Aim of the exercise. Every line of the records below that has the word "scale" should be copied.

_____

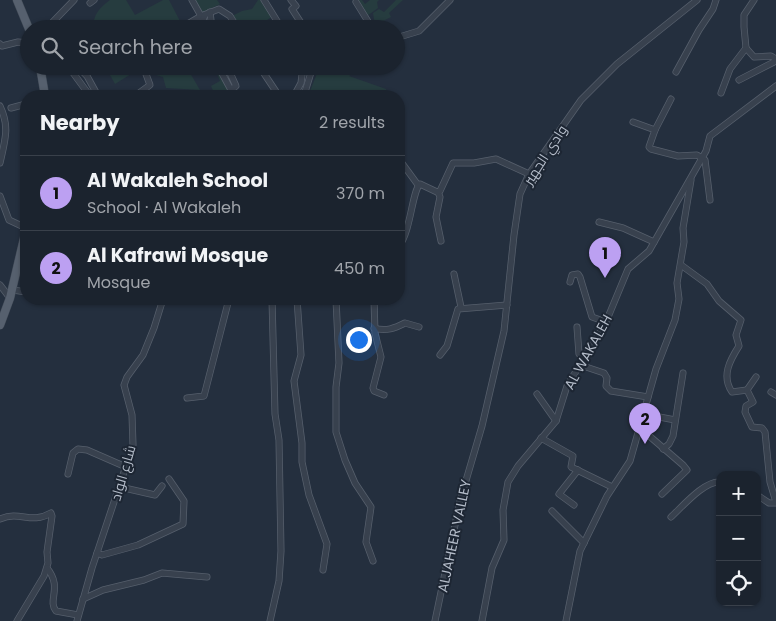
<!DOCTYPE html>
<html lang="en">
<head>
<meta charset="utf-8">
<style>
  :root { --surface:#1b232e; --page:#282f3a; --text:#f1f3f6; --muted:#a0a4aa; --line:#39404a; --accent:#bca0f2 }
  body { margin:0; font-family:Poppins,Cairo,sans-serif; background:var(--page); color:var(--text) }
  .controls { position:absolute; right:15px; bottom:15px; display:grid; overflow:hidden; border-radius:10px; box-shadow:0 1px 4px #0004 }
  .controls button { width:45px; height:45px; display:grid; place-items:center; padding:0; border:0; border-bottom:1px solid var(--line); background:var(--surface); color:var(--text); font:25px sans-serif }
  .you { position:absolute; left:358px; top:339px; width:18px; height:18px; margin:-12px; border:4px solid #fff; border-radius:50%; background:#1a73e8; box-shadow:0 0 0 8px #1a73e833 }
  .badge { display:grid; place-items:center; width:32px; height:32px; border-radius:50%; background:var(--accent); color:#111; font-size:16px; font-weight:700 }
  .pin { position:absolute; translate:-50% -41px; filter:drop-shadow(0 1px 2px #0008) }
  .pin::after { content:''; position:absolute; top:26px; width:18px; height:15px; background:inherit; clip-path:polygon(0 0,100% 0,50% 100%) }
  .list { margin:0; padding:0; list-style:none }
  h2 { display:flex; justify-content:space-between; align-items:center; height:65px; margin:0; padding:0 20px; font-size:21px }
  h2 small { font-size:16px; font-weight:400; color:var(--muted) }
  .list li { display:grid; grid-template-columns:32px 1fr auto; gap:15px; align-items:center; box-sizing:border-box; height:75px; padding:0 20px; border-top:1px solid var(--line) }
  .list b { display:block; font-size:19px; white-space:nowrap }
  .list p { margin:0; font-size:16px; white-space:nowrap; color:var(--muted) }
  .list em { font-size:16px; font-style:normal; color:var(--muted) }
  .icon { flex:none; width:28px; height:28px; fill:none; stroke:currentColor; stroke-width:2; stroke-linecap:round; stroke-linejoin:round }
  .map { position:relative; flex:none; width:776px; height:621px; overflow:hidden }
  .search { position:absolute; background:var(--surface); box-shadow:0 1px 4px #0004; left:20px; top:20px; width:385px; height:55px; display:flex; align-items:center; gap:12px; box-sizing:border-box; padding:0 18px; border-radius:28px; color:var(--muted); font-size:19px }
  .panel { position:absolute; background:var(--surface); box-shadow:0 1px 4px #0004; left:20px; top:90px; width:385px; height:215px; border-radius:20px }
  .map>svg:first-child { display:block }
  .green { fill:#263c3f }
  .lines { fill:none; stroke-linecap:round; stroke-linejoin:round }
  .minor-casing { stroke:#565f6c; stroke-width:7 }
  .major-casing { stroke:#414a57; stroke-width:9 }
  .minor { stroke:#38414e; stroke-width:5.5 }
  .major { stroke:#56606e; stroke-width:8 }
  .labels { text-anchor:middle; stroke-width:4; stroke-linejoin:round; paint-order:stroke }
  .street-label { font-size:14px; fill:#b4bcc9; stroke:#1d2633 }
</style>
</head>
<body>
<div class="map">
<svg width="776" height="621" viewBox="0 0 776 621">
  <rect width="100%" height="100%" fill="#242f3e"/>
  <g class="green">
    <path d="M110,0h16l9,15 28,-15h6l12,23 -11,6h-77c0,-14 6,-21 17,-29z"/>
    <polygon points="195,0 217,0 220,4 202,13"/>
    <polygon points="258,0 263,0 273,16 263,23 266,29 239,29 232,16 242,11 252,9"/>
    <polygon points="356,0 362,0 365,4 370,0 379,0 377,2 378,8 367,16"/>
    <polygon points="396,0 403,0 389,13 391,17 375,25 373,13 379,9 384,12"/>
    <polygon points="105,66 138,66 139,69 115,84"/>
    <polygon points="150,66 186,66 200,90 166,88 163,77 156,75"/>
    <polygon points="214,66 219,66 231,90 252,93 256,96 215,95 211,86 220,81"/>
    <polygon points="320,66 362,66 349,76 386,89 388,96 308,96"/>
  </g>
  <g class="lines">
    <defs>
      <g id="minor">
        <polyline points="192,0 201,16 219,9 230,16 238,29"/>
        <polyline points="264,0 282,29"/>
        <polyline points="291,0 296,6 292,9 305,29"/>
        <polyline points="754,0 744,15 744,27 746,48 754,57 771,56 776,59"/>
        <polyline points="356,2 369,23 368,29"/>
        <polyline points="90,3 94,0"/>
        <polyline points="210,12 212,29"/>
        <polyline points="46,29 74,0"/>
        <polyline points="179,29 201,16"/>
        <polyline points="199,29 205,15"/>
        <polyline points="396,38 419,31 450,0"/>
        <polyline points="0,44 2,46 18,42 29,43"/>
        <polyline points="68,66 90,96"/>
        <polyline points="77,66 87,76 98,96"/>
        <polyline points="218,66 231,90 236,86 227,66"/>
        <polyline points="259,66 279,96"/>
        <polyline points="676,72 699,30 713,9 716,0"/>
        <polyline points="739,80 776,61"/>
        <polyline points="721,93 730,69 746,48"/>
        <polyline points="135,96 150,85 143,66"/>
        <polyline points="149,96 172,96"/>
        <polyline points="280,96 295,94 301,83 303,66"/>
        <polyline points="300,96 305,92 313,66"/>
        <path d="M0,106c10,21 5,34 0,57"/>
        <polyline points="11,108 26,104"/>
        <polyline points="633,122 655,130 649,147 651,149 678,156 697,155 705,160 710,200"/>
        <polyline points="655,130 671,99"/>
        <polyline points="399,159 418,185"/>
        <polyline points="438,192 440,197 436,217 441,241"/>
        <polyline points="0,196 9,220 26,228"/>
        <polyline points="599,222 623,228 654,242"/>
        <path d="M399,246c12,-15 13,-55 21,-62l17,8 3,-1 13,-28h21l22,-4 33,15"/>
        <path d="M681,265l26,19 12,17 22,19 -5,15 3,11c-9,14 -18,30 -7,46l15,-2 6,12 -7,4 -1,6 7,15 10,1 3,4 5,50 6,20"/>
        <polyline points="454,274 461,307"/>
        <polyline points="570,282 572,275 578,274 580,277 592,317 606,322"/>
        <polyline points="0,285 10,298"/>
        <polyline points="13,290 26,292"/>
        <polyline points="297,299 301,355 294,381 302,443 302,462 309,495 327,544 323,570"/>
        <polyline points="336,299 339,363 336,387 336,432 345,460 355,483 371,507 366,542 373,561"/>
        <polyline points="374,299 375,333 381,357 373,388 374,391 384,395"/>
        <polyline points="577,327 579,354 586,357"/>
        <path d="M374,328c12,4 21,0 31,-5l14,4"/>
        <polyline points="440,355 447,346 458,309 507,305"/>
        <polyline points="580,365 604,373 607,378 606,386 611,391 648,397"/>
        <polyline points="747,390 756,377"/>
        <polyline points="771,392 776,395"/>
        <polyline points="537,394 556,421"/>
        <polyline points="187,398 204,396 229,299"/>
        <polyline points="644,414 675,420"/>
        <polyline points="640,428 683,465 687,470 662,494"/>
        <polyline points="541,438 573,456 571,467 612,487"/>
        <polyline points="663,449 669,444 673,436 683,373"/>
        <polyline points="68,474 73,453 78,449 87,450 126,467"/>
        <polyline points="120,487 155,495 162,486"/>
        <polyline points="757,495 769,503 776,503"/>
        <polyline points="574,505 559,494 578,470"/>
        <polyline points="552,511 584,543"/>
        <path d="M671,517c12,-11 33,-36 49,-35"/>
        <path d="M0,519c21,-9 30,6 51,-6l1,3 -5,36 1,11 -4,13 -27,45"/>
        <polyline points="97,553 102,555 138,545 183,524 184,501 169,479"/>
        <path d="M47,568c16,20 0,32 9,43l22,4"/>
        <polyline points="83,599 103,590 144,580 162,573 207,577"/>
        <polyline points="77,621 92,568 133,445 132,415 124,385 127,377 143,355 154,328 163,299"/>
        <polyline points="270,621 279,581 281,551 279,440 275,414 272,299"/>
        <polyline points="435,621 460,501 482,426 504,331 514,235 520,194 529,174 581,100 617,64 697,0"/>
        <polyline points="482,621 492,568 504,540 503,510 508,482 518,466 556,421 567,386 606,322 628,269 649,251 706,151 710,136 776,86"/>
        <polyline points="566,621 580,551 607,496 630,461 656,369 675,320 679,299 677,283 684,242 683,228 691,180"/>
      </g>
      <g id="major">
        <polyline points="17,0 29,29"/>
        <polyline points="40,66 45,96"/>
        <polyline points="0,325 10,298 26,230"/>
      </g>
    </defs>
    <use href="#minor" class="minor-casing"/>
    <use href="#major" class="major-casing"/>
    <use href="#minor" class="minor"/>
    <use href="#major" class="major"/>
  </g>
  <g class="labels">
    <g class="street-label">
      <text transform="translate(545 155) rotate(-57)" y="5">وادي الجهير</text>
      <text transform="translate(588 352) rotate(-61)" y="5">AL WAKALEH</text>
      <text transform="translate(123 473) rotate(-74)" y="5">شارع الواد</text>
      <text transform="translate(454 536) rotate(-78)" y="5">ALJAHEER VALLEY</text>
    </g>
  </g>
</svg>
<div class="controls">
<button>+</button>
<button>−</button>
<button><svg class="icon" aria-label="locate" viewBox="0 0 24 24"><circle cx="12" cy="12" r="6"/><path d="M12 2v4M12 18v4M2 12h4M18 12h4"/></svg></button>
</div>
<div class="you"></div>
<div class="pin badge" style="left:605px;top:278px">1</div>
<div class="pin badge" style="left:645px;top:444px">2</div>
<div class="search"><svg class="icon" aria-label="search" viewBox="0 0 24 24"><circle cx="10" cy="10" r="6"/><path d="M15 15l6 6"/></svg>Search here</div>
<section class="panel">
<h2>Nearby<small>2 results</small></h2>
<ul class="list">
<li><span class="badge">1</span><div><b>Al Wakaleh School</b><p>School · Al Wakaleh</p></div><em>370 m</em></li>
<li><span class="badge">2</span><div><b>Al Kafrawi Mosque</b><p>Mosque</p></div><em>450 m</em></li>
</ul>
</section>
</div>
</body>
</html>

_____

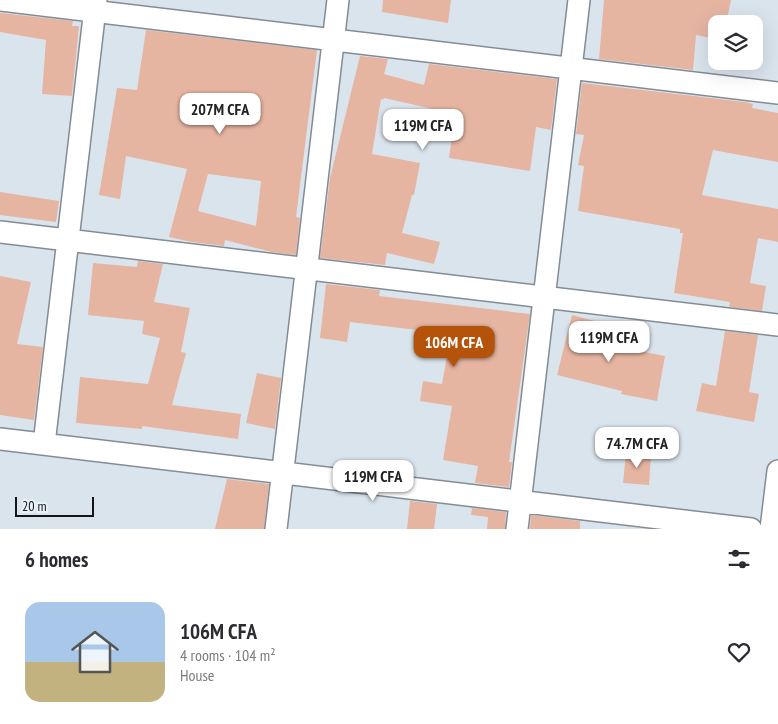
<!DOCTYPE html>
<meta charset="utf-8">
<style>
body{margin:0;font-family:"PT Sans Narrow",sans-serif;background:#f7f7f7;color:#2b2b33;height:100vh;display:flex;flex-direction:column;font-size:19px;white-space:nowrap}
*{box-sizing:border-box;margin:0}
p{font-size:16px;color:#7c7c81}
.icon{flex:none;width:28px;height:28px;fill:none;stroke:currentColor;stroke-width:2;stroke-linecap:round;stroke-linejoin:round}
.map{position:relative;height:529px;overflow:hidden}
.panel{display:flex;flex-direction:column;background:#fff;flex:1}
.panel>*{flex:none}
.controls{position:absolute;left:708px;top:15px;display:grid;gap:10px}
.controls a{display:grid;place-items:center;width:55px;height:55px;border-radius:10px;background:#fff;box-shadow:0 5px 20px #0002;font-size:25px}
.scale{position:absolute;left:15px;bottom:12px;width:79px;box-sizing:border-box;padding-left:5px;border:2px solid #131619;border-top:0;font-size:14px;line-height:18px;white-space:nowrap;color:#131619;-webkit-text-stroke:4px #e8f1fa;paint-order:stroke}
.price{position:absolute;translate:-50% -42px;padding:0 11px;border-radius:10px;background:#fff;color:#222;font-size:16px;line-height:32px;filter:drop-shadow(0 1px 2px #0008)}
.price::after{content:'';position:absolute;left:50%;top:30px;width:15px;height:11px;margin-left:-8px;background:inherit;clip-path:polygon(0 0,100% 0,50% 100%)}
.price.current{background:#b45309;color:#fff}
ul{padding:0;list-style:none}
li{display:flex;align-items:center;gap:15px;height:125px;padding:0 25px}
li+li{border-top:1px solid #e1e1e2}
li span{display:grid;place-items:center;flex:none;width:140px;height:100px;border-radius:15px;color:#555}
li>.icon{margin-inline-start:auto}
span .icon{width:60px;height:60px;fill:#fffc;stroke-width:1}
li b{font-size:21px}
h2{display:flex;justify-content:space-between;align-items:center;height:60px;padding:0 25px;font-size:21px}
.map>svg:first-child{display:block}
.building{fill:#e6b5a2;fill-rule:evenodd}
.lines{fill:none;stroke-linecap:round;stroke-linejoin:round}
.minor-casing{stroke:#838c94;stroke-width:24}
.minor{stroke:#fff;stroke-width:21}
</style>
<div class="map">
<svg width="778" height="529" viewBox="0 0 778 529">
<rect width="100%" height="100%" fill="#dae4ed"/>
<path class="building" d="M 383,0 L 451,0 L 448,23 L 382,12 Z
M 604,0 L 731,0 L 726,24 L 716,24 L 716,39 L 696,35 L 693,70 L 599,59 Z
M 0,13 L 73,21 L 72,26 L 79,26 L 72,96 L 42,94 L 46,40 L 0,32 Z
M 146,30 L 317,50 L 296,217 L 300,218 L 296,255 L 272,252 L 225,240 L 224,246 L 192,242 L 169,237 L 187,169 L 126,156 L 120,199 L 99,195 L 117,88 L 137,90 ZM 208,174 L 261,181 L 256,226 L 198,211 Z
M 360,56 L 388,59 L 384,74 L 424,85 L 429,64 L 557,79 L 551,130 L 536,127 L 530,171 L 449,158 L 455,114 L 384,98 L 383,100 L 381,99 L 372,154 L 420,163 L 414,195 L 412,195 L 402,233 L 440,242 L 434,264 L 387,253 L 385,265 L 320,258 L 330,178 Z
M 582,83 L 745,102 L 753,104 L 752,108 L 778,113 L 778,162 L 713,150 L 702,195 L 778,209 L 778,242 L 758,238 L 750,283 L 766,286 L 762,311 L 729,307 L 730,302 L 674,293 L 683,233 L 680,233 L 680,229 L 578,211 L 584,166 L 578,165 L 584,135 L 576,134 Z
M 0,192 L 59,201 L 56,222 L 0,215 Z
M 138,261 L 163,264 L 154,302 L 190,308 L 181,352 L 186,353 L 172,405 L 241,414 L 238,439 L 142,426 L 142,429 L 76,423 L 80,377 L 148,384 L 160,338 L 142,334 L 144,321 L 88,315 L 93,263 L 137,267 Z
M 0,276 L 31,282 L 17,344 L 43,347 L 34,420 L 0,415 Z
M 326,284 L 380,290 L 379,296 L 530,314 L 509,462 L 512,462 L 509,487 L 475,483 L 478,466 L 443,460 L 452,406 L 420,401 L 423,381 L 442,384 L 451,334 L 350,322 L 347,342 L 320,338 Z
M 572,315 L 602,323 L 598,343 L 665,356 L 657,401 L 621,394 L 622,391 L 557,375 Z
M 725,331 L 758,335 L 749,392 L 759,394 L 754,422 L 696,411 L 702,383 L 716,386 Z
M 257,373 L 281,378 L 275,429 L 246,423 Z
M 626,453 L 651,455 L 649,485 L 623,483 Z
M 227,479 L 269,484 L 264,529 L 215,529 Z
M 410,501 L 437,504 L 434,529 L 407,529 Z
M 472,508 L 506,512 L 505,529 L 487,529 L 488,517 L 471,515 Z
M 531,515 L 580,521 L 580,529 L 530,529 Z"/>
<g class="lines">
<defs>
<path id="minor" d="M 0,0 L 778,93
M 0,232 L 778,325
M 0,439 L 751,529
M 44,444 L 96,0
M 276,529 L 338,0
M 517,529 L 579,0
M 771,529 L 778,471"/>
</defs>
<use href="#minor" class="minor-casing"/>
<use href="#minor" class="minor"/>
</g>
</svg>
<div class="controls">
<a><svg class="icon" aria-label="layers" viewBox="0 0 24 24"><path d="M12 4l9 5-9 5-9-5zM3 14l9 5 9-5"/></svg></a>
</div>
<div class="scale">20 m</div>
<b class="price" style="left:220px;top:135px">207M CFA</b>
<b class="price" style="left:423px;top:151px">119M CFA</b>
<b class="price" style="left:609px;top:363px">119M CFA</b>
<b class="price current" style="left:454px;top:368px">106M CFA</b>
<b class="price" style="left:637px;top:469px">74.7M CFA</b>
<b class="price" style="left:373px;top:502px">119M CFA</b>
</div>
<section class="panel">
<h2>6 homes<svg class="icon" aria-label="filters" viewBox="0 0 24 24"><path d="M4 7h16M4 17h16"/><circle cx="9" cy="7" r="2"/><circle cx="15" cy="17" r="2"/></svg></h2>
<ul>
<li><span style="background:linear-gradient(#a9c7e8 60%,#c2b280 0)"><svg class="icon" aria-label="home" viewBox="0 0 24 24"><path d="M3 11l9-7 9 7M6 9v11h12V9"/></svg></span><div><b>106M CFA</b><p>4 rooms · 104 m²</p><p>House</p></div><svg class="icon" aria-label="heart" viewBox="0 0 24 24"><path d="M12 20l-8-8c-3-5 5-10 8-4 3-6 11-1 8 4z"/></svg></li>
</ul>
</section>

_____

Task output.
.scale{position:absolute;left:15px;bottom:12px;width:79px;box-sizing:border-box;padding-left:5px;border:2px solid #131619;border-top:0;font-size:14px;line-height:18px;white-space:nowrap;color:#131619;-webkit-text-stroke:4px #e8f1fa;paint-order:stroke}
<div class="scale">20 m</div>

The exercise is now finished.